Provided records:
▬▬▬▬▬▬▬▬▬▬

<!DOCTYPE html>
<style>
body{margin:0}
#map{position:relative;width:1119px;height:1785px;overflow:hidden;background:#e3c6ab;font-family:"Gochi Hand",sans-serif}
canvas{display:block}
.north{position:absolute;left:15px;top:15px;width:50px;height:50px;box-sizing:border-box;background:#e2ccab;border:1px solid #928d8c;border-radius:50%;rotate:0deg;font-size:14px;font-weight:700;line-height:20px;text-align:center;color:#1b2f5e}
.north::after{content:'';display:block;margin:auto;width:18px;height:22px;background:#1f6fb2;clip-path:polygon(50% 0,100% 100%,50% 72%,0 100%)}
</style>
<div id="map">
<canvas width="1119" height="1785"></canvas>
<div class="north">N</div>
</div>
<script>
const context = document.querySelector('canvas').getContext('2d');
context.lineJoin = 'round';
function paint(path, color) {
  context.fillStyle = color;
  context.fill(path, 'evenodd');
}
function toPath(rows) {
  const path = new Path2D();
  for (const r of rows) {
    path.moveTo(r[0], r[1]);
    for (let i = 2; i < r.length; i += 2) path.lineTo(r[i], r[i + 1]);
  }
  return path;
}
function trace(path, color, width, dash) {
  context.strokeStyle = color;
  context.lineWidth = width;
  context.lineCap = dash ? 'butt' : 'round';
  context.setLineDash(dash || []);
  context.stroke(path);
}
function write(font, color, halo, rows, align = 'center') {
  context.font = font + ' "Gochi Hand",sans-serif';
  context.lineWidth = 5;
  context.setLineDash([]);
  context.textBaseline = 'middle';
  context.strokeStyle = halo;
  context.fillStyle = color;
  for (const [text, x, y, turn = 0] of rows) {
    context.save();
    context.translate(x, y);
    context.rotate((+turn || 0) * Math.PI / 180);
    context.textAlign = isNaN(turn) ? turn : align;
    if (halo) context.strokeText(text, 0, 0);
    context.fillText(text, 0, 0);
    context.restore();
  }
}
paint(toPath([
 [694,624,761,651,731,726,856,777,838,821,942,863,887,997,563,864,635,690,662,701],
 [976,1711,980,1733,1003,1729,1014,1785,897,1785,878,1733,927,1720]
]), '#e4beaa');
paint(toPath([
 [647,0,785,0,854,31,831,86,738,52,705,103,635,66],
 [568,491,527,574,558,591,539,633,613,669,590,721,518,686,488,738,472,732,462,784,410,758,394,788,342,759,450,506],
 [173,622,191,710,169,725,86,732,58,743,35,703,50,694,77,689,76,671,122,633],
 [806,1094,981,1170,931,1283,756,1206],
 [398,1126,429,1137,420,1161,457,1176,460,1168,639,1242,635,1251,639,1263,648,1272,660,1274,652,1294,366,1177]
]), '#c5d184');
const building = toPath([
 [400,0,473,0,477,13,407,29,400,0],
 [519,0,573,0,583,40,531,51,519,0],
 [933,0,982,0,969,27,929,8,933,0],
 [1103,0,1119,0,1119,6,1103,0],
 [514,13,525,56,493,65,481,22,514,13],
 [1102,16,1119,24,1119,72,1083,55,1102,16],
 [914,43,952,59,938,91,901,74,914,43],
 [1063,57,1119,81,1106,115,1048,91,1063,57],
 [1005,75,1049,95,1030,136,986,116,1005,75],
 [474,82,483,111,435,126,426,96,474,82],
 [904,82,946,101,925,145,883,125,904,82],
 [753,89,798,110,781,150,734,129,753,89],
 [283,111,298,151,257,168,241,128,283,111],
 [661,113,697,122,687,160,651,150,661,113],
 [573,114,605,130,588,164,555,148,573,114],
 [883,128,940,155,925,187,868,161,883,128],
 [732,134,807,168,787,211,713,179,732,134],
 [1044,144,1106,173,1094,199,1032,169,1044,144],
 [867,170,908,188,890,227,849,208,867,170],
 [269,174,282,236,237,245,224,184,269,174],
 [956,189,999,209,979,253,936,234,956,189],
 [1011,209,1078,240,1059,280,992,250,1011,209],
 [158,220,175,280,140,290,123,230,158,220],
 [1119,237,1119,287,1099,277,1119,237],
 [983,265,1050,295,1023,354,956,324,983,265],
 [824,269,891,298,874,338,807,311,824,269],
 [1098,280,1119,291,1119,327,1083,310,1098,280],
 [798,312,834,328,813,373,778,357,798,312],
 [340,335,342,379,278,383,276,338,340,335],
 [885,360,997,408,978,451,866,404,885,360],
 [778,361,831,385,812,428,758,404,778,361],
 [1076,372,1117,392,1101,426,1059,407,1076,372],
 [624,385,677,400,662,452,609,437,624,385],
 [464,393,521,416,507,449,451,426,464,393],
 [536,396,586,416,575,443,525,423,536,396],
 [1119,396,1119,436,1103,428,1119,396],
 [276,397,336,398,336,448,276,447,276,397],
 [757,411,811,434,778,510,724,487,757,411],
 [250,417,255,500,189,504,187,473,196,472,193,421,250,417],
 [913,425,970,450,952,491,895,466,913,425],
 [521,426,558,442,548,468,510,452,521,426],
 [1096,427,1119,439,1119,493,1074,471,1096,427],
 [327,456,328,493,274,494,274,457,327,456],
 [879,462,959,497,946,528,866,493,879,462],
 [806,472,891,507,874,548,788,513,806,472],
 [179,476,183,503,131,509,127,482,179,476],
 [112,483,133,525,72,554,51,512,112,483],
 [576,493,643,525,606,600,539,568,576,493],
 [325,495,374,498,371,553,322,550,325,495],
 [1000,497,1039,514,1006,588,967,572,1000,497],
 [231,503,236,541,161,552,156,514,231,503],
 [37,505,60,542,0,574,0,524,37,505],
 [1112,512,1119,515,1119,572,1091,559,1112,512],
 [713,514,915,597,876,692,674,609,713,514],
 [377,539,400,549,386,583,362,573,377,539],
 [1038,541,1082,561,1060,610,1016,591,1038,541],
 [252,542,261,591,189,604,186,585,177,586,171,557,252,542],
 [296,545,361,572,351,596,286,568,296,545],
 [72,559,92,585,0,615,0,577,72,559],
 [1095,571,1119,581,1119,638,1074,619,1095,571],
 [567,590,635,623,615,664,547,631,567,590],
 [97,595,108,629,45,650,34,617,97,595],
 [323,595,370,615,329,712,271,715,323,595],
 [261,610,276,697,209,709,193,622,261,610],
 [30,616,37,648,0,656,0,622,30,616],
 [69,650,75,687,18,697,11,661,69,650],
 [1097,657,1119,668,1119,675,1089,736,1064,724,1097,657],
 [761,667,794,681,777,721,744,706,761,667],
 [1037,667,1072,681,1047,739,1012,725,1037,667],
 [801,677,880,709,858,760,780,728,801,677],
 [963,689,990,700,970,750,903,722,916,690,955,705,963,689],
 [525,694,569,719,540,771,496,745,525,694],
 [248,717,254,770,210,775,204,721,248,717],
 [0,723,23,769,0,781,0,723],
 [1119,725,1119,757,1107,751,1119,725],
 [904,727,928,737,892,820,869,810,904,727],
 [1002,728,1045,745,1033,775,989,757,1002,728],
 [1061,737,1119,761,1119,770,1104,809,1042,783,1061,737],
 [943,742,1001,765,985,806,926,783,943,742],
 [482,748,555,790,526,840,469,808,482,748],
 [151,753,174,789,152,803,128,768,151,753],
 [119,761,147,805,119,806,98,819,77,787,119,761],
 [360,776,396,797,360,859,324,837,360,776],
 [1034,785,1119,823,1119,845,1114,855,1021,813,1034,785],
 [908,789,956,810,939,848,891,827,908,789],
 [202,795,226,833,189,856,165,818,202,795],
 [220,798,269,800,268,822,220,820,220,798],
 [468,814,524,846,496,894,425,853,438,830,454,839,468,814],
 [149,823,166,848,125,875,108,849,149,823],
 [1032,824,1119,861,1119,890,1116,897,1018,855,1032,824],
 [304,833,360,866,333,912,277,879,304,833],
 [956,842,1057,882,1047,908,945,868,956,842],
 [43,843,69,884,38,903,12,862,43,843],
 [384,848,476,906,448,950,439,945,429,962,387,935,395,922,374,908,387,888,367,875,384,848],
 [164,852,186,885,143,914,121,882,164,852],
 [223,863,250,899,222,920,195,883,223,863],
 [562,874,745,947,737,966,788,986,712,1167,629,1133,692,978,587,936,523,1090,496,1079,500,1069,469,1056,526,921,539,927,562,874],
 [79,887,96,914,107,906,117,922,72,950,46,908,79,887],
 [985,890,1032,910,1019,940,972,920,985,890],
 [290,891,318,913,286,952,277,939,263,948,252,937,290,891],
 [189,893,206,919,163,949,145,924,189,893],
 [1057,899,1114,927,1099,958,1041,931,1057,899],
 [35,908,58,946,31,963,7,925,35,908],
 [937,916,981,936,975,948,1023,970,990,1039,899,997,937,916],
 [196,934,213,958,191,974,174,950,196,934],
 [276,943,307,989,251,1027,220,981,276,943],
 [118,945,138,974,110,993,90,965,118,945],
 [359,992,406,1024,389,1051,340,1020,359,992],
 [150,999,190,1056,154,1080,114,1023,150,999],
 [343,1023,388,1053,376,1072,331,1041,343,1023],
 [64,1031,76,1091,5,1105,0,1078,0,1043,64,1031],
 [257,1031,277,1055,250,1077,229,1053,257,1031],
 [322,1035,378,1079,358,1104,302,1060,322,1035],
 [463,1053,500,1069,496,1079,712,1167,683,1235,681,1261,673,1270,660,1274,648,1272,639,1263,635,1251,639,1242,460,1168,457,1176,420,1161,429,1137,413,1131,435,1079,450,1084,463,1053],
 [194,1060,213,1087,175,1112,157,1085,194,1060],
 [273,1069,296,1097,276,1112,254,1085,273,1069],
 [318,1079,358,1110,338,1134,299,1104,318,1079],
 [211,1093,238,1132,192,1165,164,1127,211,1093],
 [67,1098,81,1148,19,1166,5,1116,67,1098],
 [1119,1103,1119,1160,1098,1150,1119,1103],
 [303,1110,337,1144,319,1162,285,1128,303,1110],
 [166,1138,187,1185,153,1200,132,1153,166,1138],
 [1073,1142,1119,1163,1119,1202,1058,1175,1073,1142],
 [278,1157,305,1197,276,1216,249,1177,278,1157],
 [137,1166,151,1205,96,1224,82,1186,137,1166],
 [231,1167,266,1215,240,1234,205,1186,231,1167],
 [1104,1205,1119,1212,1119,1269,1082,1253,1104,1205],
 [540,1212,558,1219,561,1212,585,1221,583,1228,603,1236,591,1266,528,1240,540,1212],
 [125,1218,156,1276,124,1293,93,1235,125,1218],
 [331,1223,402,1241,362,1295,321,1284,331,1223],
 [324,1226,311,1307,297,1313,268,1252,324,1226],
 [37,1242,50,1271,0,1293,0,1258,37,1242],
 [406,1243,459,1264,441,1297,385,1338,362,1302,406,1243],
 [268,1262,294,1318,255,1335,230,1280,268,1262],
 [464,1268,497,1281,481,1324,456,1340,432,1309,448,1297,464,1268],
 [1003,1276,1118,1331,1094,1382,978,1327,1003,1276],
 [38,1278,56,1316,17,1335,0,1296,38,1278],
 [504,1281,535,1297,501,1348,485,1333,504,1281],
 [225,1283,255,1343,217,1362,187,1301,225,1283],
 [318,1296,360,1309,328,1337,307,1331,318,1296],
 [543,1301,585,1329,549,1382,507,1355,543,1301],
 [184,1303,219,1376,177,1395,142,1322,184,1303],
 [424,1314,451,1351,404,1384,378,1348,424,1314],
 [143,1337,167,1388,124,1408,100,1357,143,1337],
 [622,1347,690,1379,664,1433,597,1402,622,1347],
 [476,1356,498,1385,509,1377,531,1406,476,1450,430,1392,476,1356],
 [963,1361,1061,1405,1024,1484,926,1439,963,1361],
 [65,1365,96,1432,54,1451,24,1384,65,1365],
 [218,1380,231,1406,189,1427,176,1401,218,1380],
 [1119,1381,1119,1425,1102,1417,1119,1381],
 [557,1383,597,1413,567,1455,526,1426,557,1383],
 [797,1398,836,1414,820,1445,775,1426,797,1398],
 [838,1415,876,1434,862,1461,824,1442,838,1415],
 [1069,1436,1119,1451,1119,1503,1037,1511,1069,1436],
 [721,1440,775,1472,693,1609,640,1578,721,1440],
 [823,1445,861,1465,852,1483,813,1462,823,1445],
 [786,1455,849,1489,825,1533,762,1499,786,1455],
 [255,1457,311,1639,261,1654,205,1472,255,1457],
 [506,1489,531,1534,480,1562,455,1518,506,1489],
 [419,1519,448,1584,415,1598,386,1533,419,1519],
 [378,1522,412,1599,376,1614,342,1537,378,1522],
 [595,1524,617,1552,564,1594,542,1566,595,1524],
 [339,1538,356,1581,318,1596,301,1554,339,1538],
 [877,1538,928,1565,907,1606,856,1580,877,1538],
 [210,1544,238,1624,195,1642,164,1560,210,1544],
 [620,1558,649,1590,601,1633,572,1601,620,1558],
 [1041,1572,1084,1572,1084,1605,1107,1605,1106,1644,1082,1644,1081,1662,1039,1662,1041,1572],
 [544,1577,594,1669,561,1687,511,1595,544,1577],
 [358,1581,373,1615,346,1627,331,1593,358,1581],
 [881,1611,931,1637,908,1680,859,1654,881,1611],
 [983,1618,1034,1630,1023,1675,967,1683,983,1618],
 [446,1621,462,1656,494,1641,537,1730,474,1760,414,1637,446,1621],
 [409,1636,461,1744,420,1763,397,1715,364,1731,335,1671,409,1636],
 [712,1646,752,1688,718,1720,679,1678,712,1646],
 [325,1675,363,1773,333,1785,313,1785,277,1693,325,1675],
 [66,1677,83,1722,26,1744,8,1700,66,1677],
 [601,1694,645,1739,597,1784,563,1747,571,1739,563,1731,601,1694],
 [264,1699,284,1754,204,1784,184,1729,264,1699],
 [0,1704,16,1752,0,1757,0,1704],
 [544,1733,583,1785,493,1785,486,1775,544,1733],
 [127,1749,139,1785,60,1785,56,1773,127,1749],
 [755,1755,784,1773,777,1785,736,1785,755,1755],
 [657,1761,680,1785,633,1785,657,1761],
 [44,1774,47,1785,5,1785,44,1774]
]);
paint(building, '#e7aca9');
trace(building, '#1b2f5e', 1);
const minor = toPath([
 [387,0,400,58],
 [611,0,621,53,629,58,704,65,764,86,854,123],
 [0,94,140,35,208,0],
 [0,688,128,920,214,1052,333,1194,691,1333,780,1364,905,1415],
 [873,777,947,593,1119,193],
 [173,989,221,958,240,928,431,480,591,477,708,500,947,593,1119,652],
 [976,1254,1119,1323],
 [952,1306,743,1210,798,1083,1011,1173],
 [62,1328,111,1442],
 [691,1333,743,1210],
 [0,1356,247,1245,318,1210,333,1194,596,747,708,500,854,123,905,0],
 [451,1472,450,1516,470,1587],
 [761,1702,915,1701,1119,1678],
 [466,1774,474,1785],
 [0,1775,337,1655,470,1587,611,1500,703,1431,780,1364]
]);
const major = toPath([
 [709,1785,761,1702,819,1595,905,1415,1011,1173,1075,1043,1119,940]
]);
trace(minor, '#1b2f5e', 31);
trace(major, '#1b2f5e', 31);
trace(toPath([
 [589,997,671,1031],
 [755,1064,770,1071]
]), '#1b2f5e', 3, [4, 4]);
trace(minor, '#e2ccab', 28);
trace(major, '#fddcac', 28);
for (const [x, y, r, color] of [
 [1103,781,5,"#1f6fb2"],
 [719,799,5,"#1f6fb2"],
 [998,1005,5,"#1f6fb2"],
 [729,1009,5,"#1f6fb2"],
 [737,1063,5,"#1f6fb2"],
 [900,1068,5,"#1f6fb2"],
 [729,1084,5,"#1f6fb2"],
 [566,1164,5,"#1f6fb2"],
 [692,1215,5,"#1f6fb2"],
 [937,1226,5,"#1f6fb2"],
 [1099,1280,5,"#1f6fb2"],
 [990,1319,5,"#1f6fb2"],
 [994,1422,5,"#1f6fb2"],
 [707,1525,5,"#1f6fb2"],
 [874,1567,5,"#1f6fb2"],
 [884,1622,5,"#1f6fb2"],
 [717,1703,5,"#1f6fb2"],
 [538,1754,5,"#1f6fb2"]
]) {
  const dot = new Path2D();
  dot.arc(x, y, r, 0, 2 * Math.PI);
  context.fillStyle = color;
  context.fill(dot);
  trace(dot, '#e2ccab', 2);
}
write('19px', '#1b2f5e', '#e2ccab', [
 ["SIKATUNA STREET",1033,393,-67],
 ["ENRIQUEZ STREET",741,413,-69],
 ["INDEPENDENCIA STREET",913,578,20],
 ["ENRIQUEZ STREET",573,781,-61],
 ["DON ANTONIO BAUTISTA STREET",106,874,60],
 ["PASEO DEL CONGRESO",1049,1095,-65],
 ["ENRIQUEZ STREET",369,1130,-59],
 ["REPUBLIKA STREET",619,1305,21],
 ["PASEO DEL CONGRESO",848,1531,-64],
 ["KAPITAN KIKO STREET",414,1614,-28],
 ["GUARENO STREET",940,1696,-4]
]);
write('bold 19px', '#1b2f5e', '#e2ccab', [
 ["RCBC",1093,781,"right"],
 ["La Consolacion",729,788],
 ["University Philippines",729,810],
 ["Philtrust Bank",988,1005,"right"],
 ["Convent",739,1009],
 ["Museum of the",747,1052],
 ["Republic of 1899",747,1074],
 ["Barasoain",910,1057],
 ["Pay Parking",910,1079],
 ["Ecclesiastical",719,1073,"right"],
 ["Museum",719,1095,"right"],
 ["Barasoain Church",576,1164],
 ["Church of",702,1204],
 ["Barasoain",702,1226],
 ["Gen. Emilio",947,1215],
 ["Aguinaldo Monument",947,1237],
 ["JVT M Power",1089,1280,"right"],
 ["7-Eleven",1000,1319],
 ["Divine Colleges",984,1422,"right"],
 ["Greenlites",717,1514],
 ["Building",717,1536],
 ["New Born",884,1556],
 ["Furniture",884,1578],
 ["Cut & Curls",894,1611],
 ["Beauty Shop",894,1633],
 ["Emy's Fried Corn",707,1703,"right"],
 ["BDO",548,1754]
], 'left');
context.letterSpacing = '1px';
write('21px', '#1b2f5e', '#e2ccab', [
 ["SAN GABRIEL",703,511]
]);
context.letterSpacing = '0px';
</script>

▬▬▬▬▬▬▬▬▬▬

The task:
Given the records above, reproduce precisely and only the lines between the line holding "context = document.querySelector('canvas').getContext('2d');" and the line holding "const path = new Path2D();", inclusive.

Task answer:
const context = document.querySelector('canvas').getContext('2d');
context.lineJoin = 'round';
function paint(path, color) {
  context.fillStyle = color;
  context.fill(path, 'evenodd');
}
function toPath(rows) {
  const path = new Path2D();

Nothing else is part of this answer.